» TASK INSTRUCTIONS: Determine how many lines in the listing contain the string "Math". Only that number goes in the answer.
*** Opening of AVAILABLE DATA ***
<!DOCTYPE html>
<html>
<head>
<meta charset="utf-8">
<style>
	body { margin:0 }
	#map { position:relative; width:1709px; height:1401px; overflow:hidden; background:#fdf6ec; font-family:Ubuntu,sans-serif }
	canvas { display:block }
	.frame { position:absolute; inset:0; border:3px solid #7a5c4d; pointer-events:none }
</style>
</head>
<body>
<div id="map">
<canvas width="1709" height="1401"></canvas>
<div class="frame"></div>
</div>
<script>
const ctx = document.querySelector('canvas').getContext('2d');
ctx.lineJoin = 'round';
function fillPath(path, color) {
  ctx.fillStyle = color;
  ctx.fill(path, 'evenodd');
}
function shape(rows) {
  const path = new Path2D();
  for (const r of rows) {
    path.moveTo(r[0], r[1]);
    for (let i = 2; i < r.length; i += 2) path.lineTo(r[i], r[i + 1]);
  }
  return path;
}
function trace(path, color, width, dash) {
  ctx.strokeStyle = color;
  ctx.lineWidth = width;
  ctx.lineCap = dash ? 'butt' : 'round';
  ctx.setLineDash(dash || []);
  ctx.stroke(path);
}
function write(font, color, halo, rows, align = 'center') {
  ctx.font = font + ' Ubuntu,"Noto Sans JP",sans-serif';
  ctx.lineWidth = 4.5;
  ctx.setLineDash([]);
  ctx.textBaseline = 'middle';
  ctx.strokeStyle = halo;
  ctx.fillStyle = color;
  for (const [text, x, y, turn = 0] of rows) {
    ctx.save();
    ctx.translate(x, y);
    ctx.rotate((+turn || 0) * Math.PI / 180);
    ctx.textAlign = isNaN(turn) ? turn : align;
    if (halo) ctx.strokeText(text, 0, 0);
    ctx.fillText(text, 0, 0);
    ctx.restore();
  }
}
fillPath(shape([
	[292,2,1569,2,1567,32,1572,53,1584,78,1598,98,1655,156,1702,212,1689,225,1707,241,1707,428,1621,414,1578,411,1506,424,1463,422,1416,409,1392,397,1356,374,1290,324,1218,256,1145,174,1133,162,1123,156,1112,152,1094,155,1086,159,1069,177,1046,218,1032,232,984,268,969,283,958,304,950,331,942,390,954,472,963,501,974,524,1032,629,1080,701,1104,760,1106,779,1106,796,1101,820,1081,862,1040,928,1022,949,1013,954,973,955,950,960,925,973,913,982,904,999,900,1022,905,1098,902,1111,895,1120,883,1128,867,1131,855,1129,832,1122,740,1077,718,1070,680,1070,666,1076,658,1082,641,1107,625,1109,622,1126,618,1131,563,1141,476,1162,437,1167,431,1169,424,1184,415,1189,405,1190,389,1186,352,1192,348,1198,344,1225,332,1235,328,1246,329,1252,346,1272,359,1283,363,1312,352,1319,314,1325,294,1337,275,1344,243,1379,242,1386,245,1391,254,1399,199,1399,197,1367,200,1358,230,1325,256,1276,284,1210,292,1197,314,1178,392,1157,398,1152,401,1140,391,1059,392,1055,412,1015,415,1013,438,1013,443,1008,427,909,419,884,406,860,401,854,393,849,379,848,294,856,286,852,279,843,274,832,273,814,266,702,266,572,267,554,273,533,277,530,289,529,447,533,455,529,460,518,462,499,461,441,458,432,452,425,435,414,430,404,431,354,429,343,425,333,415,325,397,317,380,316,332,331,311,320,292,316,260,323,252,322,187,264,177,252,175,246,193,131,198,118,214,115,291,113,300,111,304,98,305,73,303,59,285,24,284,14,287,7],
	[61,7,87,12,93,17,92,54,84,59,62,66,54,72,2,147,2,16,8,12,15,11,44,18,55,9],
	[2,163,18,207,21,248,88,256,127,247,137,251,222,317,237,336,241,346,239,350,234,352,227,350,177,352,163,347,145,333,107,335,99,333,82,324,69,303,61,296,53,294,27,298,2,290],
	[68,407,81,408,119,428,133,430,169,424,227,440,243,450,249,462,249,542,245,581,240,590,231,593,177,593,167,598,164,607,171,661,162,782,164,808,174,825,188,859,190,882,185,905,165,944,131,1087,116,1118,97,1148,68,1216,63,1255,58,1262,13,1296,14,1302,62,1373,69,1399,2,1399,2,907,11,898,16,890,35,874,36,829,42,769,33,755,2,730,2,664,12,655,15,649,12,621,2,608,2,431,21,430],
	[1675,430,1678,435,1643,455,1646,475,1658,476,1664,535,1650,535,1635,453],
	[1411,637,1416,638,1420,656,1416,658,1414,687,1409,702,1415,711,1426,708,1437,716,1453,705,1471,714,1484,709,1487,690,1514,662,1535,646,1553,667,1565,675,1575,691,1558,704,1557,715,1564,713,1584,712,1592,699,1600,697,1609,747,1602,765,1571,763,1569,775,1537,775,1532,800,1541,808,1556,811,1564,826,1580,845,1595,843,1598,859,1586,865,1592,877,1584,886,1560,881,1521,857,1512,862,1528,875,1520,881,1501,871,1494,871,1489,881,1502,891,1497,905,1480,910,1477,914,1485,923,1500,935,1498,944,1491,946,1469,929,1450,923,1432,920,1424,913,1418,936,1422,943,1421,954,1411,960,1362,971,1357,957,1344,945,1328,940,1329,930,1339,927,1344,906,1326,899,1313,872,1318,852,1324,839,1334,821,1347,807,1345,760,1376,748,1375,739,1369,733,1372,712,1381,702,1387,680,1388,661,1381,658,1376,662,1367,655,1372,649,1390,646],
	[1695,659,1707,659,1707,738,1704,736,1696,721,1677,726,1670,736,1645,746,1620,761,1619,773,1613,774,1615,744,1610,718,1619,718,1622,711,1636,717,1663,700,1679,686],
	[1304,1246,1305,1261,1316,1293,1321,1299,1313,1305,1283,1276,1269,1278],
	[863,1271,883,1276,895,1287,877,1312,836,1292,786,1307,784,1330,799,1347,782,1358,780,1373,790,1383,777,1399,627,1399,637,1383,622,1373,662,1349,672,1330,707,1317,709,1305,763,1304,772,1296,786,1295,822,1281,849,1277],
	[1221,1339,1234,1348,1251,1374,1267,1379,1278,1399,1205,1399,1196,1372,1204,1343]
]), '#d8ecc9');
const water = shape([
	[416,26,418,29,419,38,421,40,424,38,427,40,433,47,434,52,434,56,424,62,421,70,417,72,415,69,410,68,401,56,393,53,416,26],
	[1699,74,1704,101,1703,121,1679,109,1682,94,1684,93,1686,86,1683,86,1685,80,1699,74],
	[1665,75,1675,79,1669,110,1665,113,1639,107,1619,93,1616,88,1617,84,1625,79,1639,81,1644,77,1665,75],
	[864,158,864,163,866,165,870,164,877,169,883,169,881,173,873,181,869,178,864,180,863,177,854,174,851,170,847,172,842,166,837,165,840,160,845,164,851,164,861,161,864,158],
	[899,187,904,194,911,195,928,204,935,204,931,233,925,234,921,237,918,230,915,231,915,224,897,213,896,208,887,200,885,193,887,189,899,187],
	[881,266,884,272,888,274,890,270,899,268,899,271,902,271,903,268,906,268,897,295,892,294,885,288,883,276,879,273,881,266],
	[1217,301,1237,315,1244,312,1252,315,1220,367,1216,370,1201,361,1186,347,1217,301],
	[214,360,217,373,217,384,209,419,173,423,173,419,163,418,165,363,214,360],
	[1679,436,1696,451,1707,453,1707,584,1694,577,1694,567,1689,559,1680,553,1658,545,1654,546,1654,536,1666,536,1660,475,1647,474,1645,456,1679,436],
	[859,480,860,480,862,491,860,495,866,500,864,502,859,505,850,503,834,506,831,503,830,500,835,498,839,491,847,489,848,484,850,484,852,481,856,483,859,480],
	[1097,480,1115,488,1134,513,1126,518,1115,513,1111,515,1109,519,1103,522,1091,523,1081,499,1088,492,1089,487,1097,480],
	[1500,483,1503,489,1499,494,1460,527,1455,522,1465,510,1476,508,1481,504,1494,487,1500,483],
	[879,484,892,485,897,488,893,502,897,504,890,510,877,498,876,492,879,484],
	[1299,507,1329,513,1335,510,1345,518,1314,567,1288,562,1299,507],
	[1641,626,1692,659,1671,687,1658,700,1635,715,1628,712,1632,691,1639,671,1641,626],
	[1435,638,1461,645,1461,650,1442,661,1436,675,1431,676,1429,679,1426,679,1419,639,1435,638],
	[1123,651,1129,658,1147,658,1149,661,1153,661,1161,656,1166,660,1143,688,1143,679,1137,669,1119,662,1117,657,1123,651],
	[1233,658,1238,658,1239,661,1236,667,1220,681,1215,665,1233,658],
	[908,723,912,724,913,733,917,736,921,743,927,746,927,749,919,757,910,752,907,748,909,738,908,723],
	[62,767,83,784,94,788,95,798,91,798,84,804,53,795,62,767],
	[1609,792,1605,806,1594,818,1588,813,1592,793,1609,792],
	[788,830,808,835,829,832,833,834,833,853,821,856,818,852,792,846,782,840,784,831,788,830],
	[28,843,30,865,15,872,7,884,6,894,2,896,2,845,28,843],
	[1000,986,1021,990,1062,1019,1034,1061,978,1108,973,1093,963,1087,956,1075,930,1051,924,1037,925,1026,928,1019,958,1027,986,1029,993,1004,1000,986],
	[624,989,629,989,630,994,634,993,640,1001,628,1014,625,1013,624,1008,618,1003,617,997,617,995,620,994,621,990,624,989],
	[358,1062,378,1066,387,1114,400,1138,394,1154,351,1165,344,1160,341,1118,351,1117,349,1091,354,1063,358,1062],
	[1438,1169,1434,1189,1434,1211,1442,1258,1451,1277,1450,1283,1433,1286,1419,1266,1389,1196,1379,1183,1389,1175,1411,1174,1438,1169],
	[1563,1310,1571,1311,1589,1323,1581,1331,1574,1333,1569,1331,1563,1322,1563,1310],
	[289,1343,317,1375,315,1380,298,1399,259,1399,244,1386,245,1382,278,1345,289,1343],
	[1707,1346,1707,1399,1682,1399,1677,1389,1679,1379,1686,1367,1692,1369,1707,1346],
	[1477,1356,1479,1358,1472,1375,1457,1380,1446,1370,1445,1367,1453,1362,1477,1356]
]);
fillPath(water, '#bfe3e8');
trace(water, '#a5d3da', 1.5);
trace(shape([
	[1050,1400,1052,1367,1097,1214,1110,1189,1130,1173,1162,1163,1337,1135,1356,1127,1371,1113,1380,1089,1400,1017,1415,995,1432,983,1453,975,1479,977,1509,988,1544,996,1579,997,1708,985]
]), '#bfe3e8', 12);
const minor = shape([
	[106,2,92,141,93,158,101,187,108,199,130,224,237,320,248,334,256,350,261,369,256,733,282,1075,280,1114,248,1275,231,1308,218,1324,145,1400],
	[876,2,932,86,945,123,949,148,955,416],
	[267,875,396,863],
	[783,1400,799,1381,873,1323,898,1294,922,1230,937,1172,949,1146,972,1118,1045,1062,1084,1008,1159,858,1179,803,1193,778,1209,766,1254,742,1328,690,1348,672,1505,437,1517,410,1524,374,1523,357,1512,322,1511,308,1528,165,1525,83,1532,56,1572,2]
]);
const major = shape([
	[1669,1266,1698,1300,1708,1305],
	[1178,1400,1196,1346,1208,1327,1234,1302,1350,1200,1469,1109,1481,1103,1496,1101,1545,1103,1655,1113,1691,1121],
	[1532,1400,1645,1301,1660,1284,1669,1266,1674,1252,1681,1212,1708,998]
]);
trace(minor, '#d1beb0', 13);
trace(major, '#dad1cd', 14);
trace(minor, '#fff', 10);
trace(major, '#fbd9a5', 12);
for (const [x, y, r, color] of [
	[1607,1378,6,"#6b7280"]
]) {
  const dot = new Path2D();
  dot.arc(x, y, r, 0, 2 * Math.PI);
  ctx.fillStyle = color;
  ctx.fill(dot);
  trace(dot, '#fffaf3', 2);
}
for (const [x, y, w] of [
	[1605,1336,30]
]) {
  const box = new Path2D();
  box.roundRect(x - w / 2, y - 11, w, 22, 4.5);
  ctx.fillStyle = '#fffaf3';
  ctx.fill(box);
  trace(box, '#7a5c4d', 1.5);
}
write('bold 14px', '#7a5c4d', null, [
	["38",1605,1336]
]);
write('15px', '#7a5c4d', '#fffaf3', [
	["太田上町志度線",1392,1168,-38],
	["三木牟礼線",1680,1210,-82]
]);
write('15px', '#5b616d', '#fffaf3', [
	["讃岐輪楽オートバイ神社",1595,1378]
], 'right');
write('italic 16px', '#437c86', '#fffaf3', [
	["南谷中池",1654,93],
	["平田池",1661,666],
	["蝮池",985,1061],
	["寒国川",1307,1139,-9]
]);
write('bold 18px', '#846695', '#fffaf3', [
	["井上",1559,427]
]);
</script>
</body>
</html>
*** Close of AVAILABLE DATA ***
» EXERCISE RESPONSE: 2